Even more telling, some of these causes actually cut against the Kochs’ interests. Todd mentions the case of the auto bailouts. Government subsidization of the auto industry surely benefits oil companies such as Koch Industries. An example from my own field of expertise is the protection of property rights against eminent domain. Oil companies often benefit from takings (see here and here for recent examples). Yet the Cato Institute, the Institute for Justice, and many of the other groups the Kochs fund are among the leading critics of eminent domain. Cato’s Regulation magazine even recently published an article urging property rights activists to focus more attention on oil company takings (the article also notes that Institute for Justice-supported reforms have helped curb such takings already, but argues that IJ has not focused on the issue enough). 

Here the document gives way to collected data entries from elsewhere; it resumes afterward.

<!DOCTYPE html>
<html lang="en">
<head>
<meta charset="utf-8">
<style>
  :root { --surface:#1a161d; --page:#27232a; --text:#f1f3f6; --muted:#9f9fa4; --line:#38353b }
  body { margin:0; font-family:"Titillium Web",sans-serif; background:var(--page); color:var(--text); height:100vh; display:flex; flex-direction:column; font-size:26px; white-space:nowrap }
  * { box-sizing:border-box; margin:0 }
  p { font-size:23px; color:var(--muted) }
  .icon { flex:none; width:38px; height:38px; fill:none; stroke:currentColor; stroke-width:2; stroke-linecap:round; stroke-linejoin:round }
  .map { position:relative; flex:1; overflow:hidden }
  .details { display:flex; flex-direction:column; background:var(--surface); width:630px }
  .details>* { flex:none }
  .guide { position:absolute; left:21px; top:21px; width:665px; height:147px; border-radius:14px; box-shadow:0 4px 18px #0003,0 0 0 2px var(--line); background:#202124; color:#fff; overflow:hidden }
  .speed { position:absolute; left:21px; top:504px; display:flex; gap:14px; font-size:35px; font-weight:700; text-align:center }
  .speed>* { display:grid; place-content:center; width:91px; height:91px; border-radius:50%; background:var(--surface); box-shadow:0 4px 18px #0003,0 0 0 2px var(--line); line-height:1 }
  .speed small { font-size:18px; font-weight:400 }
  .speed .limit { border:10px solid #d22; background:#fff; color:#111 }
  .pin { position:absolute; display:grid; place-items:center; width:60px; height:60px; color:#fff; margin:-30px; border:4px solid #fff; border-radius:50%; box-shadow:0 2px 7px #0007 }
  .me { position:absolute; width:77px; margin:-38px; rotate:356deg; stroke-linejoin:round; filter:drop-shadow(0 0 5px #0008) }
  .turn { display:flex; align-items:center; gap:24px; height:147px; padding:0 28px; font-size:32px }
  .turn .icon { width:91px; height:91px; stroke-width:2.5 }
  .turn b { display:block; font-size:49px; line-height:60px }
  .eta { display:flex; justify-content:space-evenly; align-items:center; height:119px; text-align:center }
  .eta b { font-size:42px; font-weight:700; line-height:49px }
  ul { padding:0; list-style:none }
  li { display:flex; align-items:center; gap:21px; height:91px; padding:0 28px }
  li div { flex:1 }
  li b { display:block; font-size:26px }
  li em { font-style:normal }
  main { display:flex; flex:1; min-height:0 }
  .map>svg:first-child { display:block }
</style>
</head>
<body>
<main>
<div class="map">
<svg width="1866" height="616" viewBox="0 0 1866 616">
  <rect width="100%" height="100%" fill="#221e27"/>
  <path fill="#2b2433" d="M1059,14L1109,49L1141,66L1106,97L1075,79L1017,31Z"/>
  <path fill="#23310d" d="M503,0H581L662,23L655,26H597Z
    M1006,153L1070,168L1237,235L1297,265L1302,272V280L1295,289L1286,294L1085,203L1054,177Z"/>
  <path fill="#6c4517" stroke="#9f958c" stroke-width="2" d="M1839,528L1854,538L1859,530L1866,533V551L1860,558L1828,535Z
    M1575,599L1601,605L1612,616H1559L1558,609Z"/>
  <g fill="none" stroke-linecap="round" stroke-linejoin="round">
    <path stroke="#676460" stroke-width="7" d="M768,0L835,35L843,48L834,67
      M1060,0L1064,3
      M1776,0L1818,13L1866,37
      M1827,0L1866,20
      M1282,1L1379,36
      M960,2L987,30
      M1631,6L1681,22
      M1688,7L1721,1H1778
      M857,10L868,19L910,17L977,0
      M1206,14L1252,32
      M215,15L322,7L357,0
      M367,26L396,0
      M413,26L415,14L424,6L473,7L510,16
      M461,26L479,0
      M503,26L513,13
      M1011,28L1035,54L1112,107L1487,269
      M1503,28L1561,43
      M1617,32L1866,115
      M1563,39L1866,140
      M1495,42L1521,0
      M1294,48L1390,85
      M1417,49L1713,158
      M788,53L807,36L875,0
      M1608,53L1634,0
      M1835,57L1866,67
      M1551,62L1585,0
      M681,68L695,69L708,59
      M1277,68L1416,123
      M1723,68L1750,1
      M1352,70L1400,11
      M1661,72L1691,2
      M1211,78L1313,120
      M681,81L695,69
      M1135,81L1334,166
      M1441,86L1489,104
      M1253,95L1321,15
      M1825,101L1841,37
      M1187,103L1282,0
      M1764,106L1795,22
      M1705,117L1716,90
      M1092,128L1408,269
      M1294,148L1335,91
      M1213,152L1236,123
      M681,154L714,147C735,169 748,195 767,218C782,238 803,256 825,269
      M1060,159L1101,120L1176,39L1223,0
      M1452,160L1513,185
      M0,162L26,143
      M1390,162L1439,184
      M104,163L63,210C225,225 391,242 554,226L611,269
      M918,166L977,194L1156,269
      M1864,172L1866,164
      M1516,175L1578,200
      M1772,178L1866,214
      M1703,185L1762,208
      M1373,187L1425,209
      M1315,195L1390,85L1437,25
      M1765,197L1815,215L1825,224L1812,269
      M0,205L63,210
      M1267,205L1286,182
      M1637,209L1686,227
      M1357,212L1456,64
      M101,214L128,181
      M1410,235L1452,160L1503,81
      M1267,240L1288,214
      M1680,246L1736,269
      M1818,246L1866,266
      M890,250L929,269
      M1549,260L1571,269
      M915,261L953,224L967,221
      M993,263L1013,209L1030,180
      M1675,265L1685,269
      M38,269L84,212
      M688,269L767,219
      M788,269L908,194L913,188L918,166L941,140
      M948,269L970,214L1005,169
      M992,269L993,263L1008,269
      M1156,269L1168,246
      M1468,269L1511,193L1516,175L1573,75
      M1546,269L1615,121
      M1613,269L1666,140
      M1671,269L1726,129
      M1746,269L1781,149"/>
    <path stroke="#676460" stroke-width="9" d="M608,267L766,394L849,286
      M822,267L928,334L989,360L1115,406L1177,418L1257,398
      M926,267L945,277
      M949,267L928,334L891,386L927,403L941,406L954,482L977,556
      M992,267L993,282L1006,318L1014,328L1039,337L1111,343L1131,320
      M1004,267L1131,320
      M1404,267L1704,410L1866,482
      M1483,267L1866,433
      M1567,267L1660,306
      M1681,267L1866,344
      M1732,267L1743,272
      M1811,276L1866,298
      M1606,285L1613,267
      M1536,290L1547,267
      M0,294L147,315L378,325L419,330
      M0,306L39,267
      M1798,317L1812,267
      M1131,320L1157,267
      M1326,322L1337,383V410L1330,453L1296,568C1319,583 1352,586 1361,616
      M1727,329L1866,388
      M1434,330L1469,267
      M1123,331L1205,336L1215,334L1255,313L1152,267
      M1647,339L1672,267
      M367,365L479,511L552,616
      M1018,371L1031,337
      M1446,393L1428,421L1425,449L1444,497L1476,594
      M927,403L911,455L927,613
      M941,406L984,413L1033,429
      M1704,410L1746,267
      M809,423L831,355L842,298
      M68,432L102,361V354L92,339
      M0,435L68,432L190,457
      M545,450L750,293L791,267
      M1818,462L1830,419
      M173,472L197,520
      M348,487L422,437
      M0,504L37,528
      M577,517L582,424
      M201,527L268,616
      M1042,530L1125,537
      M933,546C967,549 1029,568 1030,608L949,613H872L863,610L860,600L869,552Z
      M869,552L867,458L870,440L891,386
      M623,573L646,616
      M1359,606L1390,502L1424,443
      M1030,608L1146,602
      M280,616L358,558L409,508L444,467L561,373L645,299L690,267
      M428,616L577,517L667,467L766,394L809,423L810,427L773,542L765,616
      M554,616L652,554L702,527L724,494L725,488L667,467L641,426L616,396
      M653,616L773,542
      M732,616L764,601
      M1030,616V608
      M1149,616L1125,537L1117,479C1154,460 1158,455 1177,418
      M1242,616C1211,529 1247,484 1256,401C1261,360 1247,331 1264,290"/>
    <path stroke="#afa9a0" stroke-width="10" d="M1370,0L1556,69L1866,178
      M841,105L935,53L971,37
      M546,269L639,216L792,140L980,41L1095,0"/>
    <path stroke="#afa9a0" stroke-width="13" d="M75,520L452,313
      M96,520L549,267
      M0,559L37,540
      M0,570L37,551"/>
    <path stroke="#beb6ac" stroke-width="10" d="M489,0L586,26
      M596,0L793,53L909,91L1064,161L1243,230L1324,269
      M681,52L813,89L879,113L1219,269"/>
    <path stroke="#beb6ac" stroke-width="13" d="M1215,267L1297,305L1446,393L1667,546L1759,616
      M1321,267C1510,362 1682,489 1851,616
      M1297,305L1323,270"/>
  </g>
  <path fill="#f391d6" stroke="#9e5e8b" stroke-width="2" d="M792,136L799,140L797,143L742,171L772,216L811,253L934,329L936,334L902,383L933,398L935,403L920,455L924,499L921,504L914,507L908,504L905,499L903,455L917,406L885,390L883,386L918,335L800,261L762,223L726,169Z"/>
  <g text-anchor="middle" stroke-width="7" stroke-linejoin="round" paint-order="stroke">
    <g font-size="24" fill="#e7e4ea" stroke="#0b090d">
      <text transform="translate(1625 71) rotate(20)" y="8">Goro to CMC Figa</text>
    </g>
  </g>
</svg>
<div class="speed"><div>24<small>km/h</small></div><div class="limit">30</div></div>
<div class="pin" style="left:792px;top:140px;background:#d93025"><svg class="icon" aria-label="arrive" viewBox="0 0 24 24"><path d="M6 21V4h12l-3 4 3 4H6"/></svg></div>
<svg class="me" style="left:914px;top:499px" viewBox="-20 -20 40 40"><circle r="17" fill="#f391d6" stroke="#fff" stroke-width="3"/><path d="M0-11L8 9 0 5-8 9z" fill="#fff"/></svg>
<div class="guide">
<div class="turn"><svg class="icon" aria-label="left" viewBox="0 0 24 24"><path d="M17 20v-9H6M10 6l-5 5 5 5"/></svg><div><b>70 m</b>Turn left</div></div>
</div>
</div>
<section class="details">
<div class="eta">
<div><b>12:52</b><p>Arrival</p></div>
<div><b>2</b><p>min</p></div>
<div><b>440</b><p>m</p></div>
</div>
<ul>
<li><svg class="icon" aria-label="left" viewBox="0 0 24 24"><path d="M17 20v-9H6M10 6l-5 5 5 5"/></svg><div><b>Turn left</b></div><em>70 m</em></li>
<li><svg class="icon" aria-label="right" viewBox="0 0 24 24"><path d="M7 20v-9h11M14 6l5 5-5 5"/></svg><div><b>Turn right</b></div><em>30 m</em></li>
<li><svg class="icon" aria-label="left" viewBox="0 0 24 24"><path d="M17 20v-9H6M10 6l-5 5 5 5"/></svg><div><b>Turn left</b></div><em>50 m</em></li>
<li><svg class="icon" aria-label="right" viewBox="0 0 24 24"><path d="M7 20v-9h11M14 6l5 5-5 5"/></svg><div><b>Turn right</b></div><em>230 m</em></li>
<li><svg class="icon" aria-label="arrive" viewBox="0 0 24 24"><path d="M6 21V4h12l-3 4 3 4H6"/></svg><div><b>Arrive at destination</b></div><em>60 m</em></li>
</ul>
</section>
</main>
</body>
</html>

These three errors are the most important flaws of Mayer’s piece. But they are not the only ones. There are also various smaller ones. For example, as Ed Lasky shows, Mayer uncritically and incorrectly accepts claims that liberal philanthropist George Soros only supports causes unrelated to his economic interests. I don’t agree with Lasky’s assertion that Soros’ giving is mainly motivated by a desire to “use his billions to make more billions by tapping his friends in high places in the Democratic Party.” Just as the Kochs support many libertarian causes unrelated to their interests, Soros supports many liberal causes unrelated to his. But it’s clear that some of the causes Soros supports are also likely to benefit him. Mayer also incorrectly describes the Bill of Rights Institute (for which I have done some consulting work) as a group that “promotes a conservative slant on the Constitution.” 

Much of Mayer’s article covers issues that I’m not familiar with. So I don’t know whether those parts are accurate or not. But her errors on subjects that I do know something about don’t exactly fill me with confidence in the reliability of the rest of her work.

CONFLICT OF INTEREST WATCH: I am an adjunct scholar at the Cato Institute (an unpaid position). I have also done some work for the Institute for Justice, Cato, and a couple other organizations that the Kochs donate to. Much of this work was pro bono, while in some cases I received small payments (Gven the vastly greater amount of research funds available from liberal foundations, I could almost certainly have gotten as much or more from liberal funders had I been a left-wing academic). I should also mention that I have published articles in journals and spoken at conferences sponsored by organizations that got some of their funding from George Soros.